Tally every line in the data that has the word "List" and report only the total.
** SOURCE MATERIAL follows **
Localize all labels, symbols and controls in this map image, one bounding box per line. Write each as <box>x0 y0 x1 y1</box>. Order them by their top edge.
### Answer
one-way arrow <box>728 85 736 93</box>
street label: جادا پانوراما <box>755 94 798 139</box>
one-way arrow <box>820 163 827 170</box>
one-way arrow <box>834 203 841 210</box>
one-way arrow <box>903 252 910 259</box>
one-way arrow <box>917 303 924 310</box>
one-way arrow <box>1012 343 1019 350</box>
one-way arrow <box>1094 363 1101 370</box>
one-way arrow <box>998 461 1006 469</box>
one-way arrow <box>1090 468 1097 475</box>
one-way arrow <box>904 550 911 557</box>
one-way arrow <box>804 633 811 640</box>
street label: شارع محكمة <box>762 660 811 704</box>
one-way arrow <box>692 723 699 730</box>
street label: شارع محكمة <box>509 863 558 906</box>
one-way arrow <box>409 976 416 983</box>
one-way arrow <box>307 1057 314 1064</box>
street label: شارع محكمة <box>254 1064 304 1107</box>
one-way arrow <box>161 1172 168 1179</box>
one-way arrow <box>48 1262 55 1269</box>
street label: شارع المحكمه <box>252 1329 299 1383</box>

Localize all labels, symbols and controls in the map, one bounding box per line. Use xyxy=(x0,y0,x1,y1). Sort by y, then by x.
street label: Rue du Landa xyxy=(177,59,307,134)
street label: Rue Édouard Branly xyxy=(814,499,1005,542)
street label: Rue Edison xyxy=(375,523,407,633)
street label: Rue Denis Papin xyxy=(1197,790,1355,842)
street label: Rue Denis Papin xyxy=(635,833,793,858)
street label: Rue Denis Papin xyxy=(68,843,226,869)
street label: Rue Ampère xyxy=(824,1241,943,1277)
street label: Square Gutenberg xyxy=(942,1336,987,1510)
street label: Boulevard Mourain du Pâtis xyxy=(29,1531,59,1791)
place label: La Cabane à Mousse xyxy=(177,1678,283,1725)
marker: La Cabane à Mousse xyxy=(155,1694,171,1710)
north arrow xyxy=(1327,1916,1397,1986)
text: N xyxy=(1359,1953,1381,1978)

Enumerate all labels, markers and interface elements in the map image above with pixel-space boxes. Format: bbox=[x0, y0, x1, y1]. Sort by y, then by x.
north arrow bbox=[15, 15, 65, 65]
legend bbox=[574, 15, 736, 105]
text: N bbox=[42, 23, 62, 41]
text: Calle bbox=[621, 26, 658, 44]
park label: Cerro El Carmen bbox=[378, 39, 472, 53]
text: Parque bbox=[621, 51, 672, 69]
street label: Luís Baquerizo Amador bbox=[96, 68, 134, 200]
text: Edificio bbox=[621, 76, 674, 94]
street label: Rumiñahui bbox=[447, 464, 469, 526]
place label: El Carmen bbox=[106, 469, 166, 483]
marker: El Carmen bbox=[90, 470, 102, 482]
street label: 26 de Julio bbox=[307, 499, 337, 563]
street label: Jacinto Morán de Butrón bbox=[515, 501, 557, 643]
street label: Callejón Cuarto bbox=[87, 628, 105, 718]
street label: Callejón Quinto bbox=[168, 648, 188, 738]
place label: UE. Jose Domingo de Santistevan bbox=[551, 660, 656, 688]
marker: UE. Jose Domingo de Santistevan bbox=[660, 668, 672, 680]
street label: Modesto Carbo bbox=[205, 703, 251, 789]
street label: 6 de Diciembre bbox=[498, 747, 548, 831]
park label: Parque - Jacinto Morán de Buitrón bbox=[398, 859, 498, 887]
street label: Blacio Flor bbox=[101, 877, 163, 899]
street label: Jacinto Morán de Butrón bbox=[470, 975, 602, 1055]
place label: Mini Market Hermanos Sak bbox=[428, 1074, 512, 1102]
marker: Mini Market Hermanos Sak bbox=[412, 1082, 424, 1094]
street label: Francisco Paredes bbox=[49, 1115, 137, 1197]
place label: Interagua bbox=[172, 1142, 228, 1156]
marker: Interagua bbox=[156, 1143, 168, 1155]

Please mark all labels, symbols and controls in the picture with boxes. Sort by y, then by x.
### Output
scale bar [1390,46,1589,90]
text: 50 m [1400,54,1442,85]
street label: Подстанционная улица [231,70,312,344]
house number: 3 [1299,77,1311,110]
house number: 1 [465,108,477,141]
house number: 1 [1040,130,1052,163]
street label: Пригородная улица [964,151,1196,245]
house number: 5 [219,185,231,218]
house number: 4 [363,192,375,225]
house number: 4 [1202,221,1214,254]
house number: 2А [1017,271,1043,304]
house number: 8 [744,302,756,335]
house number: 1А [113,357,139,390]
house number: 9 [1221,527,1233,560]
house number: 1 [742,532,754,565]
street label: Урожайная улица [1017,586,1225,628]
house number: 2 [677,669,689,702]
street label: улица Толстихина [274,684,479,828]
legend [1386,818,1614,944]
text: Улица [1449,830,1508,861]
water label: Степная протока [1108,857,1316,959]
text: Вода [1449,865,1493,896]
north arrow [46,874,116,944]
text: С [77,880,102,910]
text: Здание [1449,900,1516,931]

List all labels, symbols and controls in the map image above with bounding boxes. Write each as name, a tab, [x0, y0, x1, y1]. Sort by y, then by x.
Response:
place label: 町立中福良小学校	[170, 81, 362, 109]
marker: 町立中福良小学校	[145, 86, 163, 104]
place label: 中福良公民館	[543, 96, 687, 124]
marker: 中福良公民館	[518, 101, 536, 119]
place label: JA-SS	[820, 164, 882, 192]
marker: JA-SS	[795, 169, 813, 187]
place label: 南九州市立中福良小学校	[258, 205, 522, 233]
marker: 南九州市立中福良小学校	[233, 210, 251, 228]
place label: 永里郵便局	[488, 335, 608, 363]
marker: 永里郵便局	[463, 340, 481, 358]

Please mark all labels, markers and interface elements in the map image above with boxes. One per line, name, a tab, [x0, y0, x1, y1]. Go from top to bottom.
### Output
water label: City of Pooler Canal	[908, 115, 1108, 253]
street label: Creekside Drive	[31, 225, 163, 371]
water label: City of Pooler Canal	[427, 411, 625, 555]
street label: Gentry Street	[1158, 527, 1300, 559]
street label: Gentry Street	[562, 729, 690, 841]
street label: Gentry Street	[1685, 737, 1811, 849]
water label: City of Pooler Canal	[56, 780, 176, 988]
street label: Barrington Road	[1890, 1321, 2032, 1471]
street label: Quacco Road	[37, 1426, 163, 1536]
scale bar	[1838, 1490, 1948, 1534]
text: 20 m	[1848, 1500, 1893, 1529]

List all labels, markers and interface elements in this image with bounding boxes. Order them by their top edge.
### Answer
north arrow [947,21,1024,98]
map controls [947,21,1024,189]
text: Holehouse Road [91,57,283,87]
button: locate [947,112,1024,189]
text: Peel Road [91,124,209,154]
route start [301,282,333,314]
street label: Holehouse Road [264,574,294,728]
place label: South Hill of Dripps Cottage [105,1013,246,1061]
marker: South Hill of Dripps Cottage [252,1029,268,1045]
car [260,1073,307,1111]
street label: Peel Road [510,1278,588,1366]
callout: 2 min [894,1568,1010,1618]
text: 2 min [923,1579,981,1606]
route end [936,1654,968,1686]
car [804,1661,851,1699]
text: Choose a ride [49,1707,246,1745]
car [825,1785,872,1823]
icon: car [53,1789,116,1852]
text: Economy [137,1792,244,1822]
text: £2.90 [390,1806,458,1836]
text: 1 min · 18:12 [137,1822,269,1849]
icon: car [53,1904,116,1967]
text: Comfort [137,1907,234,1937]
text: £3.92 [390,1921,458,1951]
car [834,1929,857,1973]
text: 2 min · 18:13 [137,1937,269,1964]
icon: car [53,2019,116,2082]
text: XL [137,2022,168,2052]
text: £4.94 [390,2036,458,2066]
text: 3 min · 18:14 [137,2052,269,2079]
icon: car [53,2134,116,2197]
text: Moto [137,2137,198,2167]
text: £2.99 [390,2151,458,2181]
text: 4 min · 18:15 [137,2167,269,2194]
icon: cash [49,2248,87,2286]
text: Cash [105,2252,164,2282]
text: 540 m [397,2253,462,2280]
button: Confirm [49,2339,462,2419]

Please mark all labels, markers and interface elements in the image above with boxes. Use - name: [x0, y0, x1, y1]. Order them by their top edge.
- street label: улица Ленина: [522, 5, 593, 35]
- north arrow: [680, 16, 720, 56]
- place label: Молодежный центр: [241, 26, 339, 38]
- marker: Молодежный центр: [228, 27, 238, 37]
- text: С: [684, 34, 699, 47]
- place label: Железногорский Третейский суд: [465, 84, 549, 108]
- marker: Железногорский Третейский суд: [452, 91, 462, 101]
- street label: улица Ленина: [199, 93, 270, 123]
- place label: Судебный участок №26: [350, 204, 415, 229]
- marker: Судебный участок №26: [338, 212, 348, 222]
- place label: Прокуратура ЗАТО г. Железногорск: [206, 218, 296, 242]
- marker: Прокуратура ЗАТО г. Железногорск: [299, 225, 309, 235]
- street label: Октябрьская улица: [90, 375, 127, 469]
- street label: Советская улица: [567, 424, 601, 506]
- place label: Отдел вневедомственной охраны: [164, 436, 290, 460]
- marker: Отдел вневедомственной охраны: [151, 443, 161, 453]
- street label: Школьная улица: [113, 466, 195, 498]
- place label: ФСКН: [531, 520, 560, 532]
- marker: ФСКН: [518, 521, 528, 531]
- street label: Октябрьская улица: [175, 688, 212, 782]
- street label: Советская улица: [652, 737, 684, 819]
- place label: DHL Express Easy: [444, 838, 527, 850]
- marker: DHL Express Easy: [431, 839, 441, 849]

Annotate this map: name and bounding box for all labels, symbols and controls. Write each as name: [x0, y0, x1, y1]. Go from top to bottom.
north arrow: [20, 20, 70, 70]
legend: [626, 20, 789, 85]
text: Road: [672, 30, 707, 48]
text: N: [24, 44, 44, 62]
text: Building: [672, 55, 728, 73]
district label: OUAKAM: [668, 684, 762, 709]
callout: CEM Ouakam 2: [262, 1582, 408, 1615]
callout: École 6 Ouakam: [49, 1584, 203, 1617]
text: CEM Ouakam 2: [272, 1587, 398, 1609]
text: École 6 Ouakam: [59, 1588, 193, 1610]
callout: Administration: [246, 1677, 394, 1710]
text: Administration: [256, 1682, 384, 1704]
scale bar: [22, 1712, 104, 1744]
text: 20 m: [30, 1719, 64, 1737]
** End of SOURCE MATERIAL **
**RESULT OF THIS TASK:** 2